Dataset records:
········

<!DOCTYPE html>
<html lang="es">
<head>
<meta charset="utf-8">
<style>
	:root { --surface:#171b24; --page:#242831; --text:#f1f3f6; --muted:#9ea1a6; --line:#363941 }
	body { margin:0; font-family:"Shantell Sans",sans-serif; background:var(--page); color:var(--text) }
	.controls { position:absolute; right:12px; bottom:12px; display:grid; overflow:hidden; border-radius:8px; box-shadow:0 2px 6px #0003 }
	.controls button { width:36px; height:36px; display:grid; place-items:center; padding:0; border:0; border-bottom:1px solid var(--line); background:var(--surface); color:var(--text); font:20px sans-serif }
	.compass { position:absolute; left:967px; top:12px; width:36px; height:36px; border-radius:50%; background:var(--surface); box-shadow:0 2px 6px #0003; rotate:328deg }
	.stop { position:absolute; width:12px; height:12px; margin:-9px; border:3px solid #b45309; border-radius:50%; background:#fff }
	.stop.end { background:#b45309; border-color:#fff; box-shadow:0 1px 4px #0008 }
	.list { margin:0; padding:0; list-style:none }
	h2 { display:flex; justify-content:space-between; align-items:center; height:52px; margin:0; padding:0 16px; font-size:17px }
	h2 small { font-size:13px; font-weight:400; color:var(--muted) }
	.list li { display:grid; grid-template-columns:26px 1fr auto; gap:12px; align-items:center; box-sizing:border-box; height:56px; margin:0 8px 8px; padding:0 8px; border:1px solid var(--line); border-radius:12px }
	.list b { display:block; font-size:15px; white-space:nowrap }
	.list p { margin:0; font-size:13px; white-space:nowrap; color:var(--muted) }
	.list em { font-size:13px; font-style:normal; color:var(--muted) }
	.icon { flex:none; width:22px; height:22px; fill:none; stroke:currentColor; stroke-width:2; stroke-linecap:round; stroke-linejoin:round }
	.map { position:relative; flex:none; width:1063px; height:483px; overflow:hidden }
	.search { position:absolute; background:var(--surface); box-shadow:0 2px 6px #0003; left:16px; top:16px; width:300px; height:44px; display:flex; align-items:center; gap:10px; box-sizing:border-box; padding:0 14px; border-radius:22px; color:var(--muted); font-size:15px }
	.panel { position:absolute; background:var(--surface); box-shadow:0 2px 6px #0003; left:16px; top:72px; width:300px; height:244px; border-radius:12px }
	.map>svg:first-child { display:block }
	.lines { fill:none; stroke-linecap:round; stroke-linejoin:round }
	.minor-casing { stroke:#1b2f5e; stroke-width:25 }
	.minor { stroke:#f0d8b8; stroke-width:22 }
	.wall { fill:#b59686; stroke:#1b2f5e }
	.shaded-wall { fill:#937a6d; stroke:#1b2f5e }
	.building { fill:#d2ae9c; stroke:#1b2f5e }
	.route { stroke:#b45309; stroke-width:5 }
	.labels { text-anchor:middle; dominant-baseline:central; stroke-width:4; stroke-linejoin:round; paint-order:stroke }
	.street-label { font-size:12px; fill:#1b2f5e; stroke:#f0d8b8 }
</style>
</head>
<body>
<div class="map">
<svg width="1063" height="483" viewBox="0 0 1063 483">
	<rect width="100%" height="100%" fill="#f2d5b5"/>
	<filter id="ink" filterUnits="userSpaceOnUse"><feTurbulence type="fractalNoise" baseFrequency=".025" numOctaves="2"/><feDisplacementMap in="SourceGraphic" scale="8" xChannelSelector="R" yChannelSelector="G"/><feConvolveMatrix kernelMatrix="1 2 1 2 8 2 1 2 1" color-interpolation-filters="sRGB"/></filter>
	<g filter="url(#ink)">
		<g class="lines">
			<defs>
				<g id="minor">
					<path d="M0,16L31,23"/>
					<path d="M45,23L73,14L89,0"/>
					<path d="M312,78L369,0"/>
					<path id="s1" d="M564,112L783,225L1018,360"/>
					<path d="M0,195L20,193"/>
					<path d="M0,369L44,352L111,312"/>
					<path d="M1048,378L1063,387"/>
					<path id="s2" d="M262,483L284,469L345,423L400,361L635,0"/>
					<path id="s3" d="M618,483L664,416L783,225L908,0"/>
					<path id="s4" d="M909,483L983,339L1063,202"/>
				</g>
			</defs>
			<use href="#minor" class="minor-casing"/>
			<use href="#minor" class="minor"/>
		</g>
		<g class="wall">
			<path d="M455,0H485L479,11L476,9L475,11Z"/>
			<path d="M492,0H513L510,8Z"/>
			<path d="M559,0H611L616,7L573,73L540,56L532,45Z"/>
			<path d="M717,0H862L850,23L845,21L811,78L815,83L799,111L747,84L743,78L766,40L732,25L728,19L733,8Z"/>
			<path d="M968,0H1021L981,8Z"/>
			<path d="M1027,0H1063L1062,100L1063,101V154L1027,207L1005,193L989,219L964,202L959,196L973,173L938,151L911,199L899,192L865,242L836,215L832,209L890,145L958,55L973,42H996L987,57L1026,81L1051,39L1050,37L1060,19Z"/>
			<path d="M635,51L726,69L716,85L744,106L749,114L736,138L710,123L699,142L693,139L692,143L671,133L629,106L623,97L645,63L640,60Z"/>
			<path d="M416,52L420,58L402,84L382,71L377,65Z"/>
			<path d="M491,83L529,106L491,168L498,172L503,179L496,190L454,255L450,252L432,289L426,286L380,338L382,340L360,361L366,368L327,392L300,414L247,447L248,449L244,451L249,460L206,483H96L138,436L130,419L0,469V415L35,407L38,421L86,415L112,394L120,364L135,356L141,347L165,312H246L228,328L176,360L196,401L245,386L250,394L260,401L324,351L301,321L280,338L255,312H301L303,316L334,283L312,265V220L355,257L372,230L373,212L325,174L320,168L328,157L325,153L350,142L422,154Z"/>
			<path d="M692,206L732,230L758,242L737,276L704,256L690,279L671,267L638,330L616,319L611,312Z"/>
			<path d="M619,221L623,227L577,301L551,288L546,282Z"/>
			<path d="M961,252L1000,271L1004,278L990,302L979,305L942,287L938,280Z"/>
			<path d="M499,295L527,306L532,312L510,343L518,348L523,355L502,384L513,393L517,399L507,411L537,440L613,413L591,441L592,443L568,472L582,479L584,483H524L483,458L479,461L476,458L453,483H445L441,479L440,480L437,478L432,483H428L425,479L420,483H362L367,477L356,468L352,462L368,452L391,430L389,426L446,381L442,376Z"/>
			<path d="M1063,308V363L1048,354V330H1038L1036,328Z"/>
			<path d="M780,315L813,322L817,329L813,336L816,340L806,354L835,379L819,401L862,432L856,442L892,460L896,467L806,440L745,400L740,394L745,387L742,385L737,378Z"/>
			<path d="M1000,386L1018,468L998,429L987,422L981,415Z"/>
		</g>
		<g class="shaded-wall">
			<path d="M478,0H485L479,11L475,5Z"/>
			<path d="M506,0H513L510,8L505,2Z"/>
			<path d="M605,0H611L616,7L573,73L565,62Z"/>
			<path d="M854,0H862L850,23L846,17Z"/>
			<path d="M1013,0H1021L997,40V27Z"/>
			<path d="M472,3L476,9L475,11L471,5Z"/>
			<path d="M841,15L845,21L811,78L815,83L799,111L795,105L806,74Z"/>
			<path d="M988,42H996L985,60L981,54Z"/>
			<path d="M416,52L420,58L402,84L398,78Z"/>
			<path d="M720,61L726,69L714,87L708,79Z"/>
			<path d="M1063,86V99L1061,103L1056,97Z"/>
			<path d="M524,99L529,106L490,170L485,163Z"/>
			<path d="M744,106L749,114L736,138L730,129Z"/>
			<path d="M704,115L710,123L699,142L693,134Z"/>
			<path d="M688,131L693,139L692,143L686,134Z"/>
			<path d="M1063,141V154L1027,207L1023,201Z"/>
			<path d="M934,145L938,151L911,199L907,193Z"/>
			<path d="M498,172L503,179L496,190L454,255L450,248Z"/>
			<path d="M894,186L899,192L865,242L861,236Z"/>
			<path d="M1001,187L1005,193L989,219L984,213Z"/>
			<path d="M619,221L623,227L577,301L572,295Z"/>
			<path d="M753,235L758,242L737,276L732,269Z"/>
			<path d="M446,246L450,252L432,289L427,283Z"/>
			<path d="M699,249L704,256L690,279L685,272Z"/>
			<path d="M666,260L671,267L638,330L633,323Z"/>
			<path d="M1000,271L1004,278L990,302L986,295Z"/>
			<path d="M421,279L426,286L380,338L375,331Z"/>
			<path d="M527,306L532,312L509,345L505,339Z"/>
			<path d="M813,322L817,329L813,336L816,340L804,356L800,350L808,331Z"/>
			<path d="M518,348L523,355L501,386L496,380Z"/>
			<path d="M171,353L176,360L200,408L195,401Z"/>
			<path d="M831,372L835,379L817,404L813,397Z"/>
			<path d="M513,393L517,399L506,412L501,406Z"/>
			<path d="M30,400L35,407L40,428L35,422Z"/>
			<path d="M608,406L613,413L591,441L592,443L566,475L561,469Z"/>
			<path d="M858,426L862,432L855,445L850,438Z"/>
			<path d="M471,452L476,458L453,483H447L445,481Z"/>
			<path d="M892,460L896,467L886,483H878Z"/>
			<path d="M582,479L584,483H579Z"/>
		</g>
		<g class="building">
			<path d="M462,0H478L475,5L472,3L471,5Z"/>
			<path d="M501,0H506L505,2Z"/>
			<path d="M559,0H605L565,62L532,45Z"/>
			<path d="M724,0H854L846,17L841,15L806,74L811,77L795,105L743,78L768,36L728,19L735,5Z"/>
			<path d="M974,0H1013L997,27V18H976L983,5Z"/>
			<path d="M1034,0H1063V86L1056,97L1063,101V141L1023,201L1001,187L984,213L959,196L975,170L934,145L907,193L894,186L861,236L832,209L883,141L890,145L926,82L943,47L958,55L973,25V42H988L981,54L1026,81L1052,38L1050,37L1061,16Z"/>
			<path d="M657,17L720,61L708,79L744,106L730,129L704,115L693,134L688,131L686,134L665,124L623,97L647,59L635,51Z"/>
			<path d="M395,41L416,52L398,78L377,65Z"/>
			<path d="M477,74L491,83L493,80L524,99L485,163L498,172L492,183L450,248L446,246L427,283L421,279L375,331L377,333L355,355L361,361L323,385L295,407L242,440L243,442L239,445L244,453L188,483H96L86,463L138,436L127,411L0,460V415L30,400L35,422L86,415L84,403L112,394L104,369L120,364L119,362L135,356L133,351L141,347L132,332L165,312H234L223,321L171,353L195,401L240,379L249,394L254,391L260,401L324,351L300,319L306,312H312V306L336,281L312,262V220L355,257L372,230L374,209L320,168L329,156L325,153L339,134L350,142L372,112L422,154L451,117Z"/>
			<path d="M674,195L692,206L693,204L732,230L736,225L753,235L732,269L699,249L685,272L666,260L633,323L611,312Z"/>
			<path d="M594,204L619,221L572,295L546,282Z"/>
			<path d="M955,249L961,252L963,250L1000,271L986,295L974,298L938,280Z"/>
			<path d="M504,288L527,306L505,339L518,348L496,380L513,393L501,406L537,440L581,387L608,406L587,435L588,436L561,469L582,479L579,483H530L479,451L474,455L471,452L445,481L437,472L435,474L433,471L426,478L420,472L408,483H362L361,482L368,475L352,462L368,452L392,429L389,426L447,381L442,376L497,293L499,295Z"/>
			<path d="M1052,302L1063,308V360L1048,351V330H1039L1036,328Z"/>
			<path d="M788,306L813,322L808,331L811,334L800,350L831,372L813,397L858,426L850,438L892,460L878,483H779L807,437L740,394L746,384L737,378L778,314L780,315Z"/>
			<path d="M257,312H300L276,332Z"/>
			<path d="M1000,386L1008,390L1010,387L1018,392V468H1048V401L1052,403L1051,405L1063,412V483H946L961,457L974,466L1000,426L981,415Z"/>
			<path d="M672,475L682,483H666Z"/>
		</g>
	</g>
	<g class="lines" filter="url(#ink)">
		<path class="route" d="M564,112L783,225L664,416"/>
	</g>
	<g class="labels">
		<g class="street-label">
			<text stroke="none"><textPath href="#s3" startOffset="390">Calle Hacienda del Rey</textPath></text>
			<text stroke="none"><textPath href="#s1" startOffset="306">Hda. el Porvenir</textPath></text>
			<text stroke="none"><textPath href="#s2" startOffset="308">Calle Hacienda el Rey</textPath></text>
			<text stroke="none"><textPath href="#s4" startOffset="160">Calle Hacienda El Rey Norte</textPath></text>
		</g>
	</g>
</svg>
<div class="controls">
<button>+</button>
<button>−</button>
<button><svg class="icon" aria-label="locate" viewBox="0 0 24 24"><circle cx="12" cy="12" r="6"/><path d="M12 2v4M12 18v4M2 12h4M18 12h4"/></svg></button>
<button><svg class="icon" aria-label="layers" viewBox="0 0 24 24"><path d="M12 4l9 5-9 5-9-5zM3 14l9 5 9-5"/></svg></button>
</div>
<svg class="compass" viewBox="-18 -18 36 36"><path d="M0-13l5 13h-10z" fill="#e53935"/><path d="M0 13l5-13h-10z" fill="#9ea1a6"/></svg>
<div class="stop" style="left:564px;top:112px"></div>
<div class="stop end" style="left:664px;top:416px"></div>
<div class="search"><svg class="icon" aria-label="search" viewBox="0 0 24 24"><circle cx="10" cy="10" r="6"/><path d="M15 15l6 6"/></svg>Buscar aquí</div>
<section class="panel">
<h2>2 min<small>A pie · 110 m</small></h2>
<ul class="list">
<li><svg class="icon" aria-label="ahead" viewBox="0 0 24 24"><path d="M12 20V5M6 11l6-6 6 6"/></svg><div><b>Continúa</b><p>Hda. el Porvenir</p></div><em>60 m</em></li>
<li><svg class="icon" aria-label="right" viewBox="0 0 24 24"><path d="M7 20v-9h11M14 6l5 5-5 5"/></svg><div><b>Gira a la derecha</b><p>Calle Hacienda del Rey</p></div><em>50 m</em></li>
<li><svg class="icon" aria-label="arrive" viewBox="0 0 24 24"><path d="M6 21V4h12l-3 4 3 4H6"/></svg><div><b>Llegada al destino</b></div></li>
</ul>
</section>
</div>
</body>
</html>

········

**Task details**
Nothing should be returned except the lines from the one containing "el Porvenir</p></div><em>60 m</em></li>" through the last line of the data, each restated word for word.

**Exercise solution**
<li><svg class="icon" aria-label="ahead" viewBox="0 0 24 24"><path d="M12 20V5M6 11l6-6 6 6"/></svg><div><b>Continúa</b><p>Hda. el Porvenir</p></div><em>60 m</em></li>
<li><svg class="icon" aria-label="right" viewBox="0 0 24 24"><path d="M7 20v-9h11M14 6l5 5-5 5"/></svg><div><b>Gira a la derecha</b><p>Calle Hacienda del Rey</p></div><em>50 m</em></li>
<li><svg class="icon" aria-label="arrive" viewBox="0 0 24 24"><path d="M6 21V4h12l-3 4 3 4H6"/></svg><div><b>Llegada al destino</b></div></li>
</ul>
</section>
</div>
</body>
</html>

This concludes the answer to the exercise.